- _Your goal_: All of the records should be reproduced word for word, but no images may appear in the copy.
##### Provided records #####
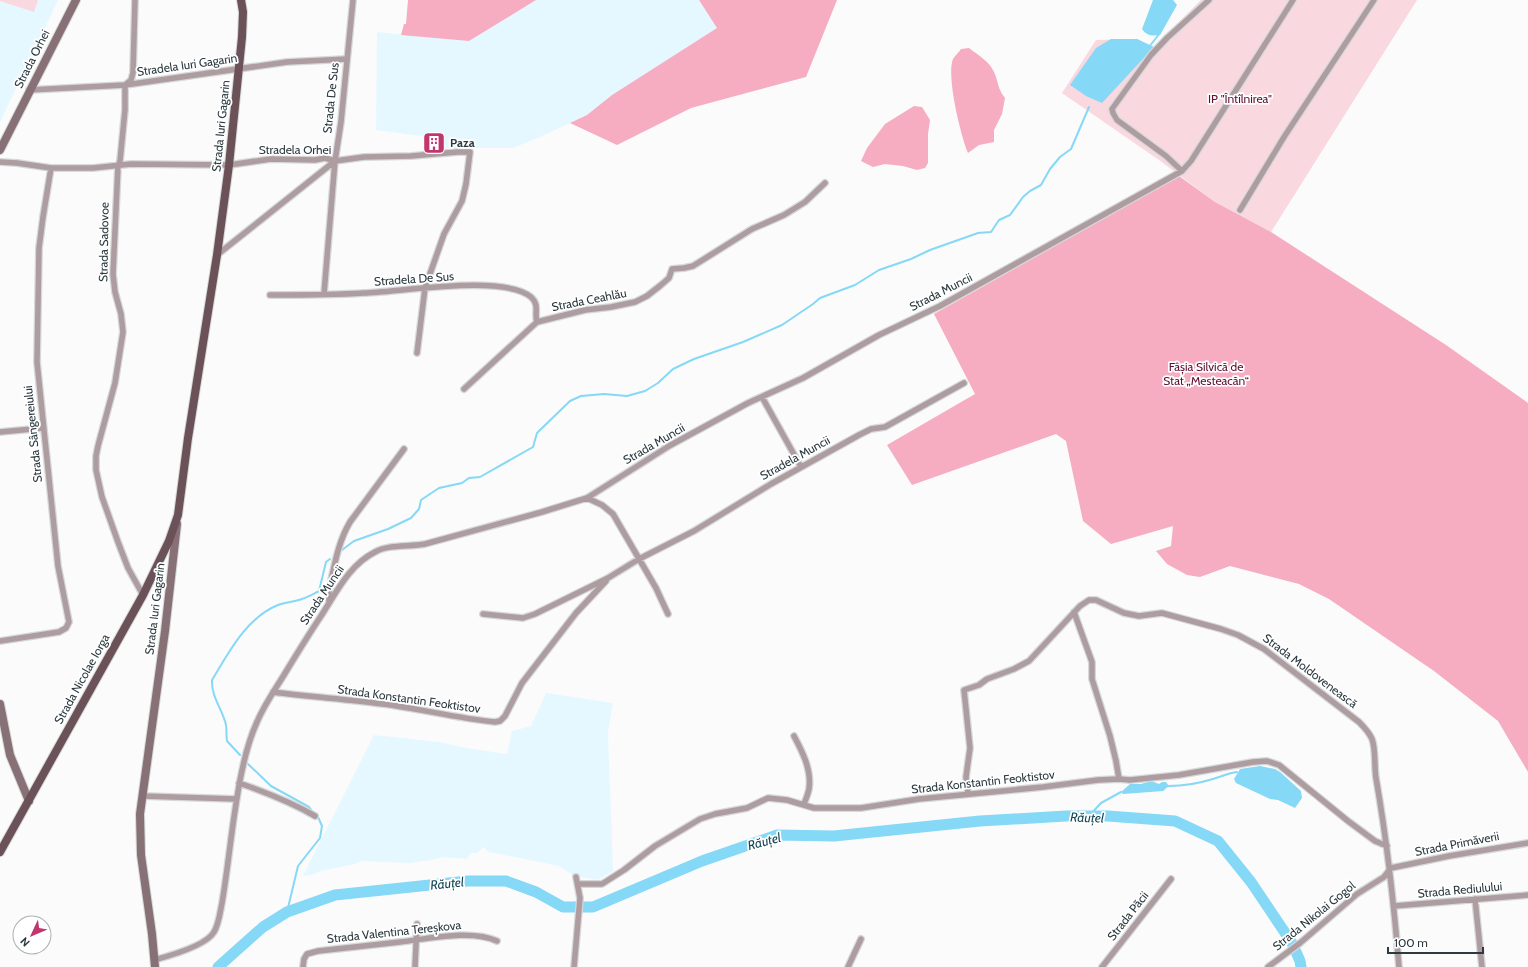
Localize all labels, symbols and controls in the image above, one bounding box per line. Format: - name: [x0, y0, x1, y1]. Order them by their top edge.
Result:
- street label: Strada Orhei: [10, 27, 53, 91]
- street label: Stradela Iuri Gagarin: [136, 50, 238, 79]
- street label: Strada De Sus: [319, 62, 342, 134]
- street label: Strada Iuri Gagarin: [208, 79, 233, 173]
- park label: IP "Întîlnirea": [1208, 91, 1272, 106]
- building icon: Paza: [421, 130, 447, 156]
- place label: Paza: [450, 135, 475, 150]
- street label: Stradela Orhei: [259, 142, 331, 157]
- street label: Strada Sadovoe: [95, 202, 112, 282]
- street label: Stradela De Sus: [373, 268, 454, 289]
- street label: Strada Muncii: [907, 269, 975, 314]
- street label: Strada Ceahlău: [550, 285, 628, 314]
- park label: Fâșia Silvică de Stat „Mesteacăn“: [1163, 359, 1249, 388]
- street label: Strada Sângereiului: [20, 385, 45, 483]
- street label: Strada Muncii: [620, 420, 687, 467]
- street label: Stradela Muncii: [757, 432, 832, 483]
- street label: Strada Iuri Gagarin: [141, 562, 168, 656]
- street label: Strada Muncii: [296, 562, 347, 627]
- street label: Strada Moldovenească: [1260, 630, 1361, 711]
- street label: Strada Nicolae Iorga: [51, 631, 113, 726]
- street label: Strada Konstantin Feoktistov: [337, 681, 482, 716]
- street label: Strada Konstantin Feoktistov: [910, 766, 1056, 797]
- water label: Răuțel: [1070, 808, 1104, 826]
- street label: Strada Primăverii: [1414, 828, 1500, 859]
- water label: Răuțel: [746, 829, 782, 853]
- water label: Răuțel: [429, 873, 465, 893]
- street label: Strada Nikolai Gogol: [1269, 878, 1358, 954]
- street label: Strada Rediulului: [1417, 878, 1503, 901]
- street label: Strada Păcii: [1104, 888, 1152, 943]
- north arrow: [12, 915, 52, 955]
- street label: Strada Valentina Tereșkova: [326, 917, 462, 947]
- scale bar: [1388, 929, 1483, 955]
- text: N: [17, 934, 33, 950]
- text: 100 m: [1394, 935, 1428, 950]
#####
- _Answer to this exercise_:
Localize all labels, symbols and controls in the image above, one bounding box per line. Format: - name: [x0, y0, x1, y1]. Order them by their top edge.
Result:
- street label: Strada Orhei: [10, 27, 53, 91]
- street label: Stradela Iuri Gagarin: [136, 50, 238, 79]
- street label: Strada De Sus: [319, 62, 342, 134]
- street label: Strada Iuri Gagarin: [208, 79, 233, 173]
- park label: IP "Întîlnirea": [1208, 91, 1272, 106]
- building icon: Paza: [421, 130, 447, 156]
- place label: Paza: [450, 135, 475, 150]
- street label: Stradela Orhei: [259, 142, 331, 157]
- street label: Strada Sadovoe: [95, 202, 112, 282]
- street label: Stradela De Sus: [373, 268, 454, 289]
- street label: Strada Muncii: [907, 269, 975, 314]
- street label: Strada Ceahlău: [550, 285, 628, 314]
- park label: Fâșia Silvică de Stat „Mesteacăn“: [1163, 359, 1249, 388]
- street label: Strada Sângereiului: [20, 385, 45, 483]
- street label: Strada Muncii: [620, 420, 687, 467]
- street label: Stradela Muncii: [757, 432, 832, 483]
- street label: Strada Iuri Gagarin: [141, 562, 168, 656]
- street label: Strada Muncii: [296, 562, 347, 627]
- street label: Strada Moldovenească: [1260, 630, 1361, 711]
- street label: Strada Nicolae Iorga: [51, 631, 113, 726]
- street label: Strada Konstantin Feoktistov: [337, 681, 482, 716]
- street label: Strada Konstantin Feoktistov: [910, 766, 1056, 797]
- water label: Răuțel: [1070, 808, 1104, 826]
- street label: Strada Primăverii: [1414, 828, 1500, 859]
- water label: Răuțel: [746, 829, 782, 853]
- water label: Răuțel: [429, 873, 465, 893]
- street label: Strada Nikolai Gogol: [1269, 878, 1358, 954]
- street label: Strada Rediulului: [1417, 878, 1503, 901]
- street label: Strada Păcii: [1104, 888, 1152, 943]
- north arrow: [12, 915, 52, 955]
- street label: Strada Valentina Tereșkova: [326, 917, 462, 947]
- scale bar: [1388, 929, 1483, 955]
- text: N: [17, 934, 33, 950]
- text: 100 m: [1394, 935, 1428, 950]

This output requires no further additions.